Below are a couple of exercises that can improve your listening.
RASA
This is a great acronym to remember when you’re in conversation.
- Receive — pay full attention, look at the speaker, put everything else down
- Appreciate — show that you’re paying attention with little sounds or gestures
- Summarize — “So, what we’ve said is this. Now we can move on to that.” Or “So, what I understand is this; is this correct?” Really important in a sales conversation, closing the doors in the long corridor of a conversation so you can move on in confidence
- Ask questions — open-ended questions are very powerful for creating connection
Savoring
Taste the sounds around you, as you would food. You may discover a hidden choir, because even mundane sounds can be quite interesting. Many sounds have life and movement, even something as mundane as a kettle or tumble dryer. At the same time, some sounds may be doing you harm even though you’re not aware of them. If you practice savoring, you can be more discerning and take responsibility for the sound you consume, which can be great for your well-being. For example, research shows that biophilic sound like wind, water and birdsong is very good for you. It’s anti-disease, anti-aging and anti-stress as well as being a productive noise masker when you’re trying to work. The great outdoors is the place to go if you want healthy sound.
Silence
Give yourself a few minutes of silence every day to recalibrate your ears. The world is noisy, and we can go numb to what is happening around us. Reset with a few minutes of silence, or at least tranquility, in a quiet place like your bedroom or close the door to your office. Get someplace where you can sit in silence for a couple of minutes, and then you’ll listen afresh.
Listening positions
This is a metaphor for different ways or styles of listening. For example, active listening starts with reflection — a phrase like: “What I heard you say is …” followed by repeating exactly what the person said. It then moves on to validation, where you confirm the other’s perspective by saying something like: “I can see why you believe/said that.” The final stage is synthesis, where you can discuss a resolution that works for both of you.
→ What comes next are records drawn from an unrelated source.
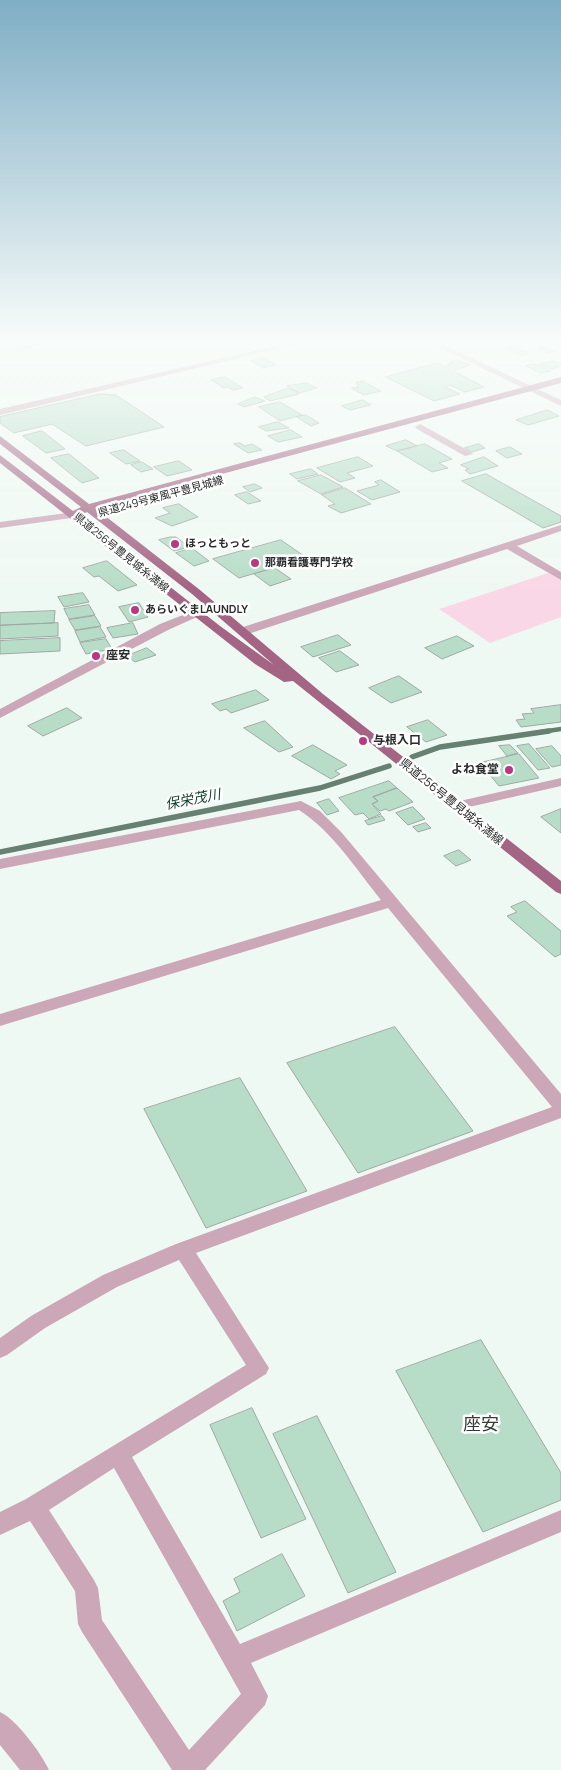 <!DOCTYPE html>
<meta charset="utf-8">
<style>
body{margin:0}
canvas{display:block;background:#eff9f3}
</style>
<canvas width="561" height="1770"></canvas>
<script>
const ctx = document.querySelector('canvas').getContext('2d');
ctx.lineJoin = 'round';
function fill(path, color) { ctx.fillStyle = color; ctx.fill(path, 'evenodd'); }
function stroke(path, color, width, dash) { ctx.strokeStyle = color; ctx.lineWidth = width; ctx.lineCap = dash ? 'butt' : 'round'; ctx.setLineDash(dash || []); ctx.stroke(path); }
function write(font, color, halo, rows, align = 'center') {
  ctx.font = font + ' Manrope,"Noto Sans JP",sans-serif'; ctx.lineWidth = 5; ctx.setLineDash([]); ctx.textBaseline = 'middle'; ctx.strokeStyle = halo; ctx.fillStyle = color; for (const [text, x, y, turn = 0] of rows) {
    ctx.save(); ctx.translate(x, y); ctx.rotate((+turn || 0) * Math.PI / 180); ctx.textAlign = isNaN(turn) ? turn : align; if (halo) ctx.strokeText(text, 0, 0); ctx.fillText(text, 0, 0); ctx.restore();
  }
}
const green = new Path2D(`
 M548,573L561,580V617L490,643L439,609Z`);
const streamFar1 = new Path2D(`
 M541,732L561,729`);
const stream = new Path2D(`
 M412,757L440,747L549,731
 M0,852L320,788L389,766`);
const building = new Path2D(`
 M516,343L522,346L517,348L529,353L521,355L503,347Z
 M542,345L546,347L555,351L548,353L539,349L542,348L537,346Z
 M265,358L276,365L263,368L251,361Z
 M452,361H461L470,365L456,370L446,365L453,363L450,362Z
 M553,361L561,363V366L551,369L540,364Z
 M438,363L484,387L465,392L450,385L445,387L460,394L434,401L386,377Z
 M531,364L539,365L551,371L541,373L526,366Z
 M225,377L238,385L243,388L233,390L228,387L224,388L211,380Z
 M363,381L366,383L381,391L364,395L351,388L358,387L357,386L359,385L356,383Z
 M307,383L317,388L299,393L287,386Z
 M289,388L299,394L270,401L264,397Z
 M100,394L116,395L164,427L86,446L52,424L14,433L0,423V417Z
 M255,397L265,401L244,407L238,404Z
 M363,400L371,405L350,410L342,406Z
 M280,402L285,405L302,415L280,421L259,407Z
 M548,410L559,416L528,425L516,420Z
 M306,415L319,423L311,426L297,417Z
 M278,422L289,428L266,431L259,427Z
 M291,430L302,437L278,442L268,436Z
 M42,431L65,449L46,453L23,436Z
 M406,440L417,446L397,451L386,446Z
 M240,443L245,446L252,444L262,450L248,453L234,444Z
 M425,444L452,459L439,463L448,468L432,472L397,451Z
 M479,444L485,448L472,452L465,448Z
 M510,447L522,454L507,458L496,451Z
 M124,450L140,461L126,464L110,453Z
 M69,454L99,478L82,483L51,458Z
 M358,457L373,466L347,473L355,478L340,482L317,468Z
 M484,457L498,466L470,474L465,470L469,469L461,465Z
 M179,461L192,470L167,476L154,467Z
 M142,462L153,469L141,472L131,465Z
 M311,469L318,474L297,479L290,474Z
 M486,474L561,516V522L543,528L462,481Z
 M321,475L343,487L321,494L298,481Z
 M381,480L400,492L372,500L357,491L379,485L375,482Z
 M255,484L262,488L250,492L243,487Z
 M345,488L371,504L341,513L328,506L335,504L322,495Z
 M247,492L261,501L248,504L235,495Z
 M179,504L198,517L172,526L155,518L170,513L163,508Z
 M170,537H176L189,547L174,551L159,540Z
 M281,540L307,558L239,578L213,559Z
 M192,548L209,561L194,566L176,553Z
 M107,561L137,585L118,591L99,576L94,577L83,568Z
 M275,568L291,579L270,586L254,574Z
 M83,593L89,602L64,607L58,597Z
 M139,603L148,617L129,622L119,607Z
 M89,605L95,615L69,619L64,609Z
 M55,611L54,623L0,625V613Z
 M95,616L101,626L75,630L69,620Z
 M58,623V636L0,639V626Z
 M133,623L138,634L113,638L107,628Z
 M100,627L106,637L80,642L75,631Z
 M338,635L351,645L313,657L301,647Z
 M457,636L474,646L442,659L425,648Z
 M60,638V651L0,654V641Z
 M106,639L112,649L86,654L80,643Z
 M147,648L156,655L135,662L127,656Z
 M340,651L359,665L336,672L319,658Z
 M399,676L422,692L391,703L369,688Z
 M256,690L269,700L231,713L226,709L220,711L212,704Z
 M561,705V722L521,727L516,720L525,719L522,714L534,713L531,709Z
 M67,708L82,718L43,736L28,726Z
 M428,720L447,735L426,742L407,727Z
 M265,721L293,747L279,752L244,728Z
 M529,744L550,768L538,770L517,746Z
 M313,745L347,765L335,771L340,774L331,779L292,756Z
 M510,745L518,753L507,756L499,746Z
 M552,746L561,756V765L552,767L536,749Z
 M519,754L539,778L499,786L480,763Z
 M389,781L397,788L373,797L378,801L372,804L381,814L369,819L363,813L355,815L339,798Z
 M397,788L413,802L389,811L386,809L380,811L372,804L378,801L373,797Z
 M329,799L339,811L327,815L317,803Z
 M413,807L425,819L408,825L396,813Z
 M561,809V833L541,817Z
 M382,816L385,820L368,825L365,821Z
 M426,823L431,828L418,832L413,827Z
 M459,850L471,860L456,866L444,856Z
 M525,901L561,931V954L555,957L507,916L517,912L511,907Z
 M395,1027L473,1131L358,1173L287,1063Z
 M240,1078L307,1191L206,1228L144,1109Z
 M481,1340L561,1473V1500L483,1532L396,1371Z
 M252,1408L306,1519L261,1538L210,1425Z
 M317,1416L396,1572L348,1593L273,1434Z
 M282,1554L305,1596L237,1631L223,1601L240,1592L234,1579Z`);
const minor = new Path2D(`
 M36,342H51L17,351L13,348Z
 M293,342H306L0,415V409Z
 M428,342H438L561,400V406Z
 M420,424L471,452L473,454L465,456L417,429L415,427Z
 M74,512L78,513V517L0,528V522Z
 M561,525V531L517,546L561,572V580L507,549L248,634H240L238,631L240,628Z
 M213,603L219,606L217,608L168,630L0,718V709L160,624Z
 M561,778V786L456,810L449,806L451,803Z
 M301,801L320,811L342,833L561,1094V1118L196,1253L269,1368L266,1374L132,1457L240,1644L561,1510V1532L251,1663L268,1696L265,1705L205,1770H172L82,1632L78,1624L75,1591L30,1521L0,1535V1512L26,1499L246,1365L179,1260L117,1287L45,1328L7,1355L0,1358V1338L31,1316L103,1275L176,1244L552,1107L388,908L0,1026V1014L381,900C356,869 332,831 299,810L0,869V859ZM114,1468L241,1694L189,1750L102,1620L98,1588L94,1580L49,1510Z
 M0,1712C16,1719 42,1754 49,1770H20L0,1745Z`);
const major = new Path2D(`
 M561,377V383L95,508L200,590L323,694L561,881V894L556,892L293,681L284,682L255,664L0,463V455L73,511L81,507L0,444V436L89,504ZM87,512L192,594L274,665L220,626L80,516Z`);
const markers = [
 [175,544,5,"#b93882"],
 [255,563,5,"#b93882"],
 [135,610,5,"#b93882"],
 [96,656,5,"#b93882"],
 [363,741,5,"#b93882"],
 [509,770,5,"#b93882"]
];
const farStreetnames = [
 ["県道249号東風平豊見城線",161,497,-15],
 ["県道256号豊見城糸満線",121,553,39]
];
const farPoinames = [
 ["ほっともっと",185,544],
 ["那覇看護専門学校",265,563],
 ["あらいぐまLAUNDLY",145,610]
];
const poiNames = [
 ["座安",106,656],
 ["与根入口",373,741],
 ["よね食堂",499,770,"right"]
];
const streetNames = [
 ["県道256号豊見城糸満線",451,802,39]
];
const waterNames = [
 ["保栄茂川",193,800,-11]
];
const nearQuarternames = [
 ["座安",481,1425]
];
fill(green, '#fad7e6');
stroke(streamFar1, '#668072', 4.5);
stroke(stream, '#668072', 5.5);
fill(building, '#b7ddc8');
stroke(building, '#a0a8a3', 1);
fill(minor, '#cca7b8');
fill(major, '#a46483');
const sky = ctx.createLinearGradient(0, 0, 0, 589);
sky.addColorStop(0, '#7faec5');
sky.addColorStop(0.58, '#f8fcfa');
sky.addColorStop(1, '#f8fcfa00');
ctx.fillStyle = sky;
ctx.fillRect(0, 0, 561, 589);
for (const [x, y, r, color] of markers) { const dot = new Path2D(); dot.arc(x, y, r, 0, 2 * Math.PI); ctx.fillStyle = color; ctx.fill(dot); stroke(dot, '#fff', 2); }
write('11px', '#282b29', '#fff', farStreetnames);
write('bold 11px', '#282b29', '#fff', farPoinames, 'left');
write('bold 12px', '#282b29', '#fff', poiNames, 'left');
write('12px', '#282b29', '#fff', streetNames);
write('italic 14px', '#12412c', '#fff', waterNames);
write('18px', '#353c38', '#fff', nearQuarternames);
</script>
Active listening is very useful in the counselling professions, in negotiation, or even with unruly children, because the other person feels like they’ve been heard and understood. If your teenage child says, “I wish you were dead!” and you respond with “What I heard you say is you wish I was dead. I can see that you’re feeling very angry. Tell me more about that,” you’re likely to get a response like: “Sorry, I didn’t really mean that,” which is a very different outcome from the one you’ll get from the knee-jerk response of “How dare you; go to your room!”
Critical listening is a very useful listening position in education and business, as it constantly assesses and judges, seeking value and discarding irrelevance. But it isn’t the best listening position to take home; there, it might be better to move into empathic listening where you go on the other person’s island and use compassion to really appreciate their feelings.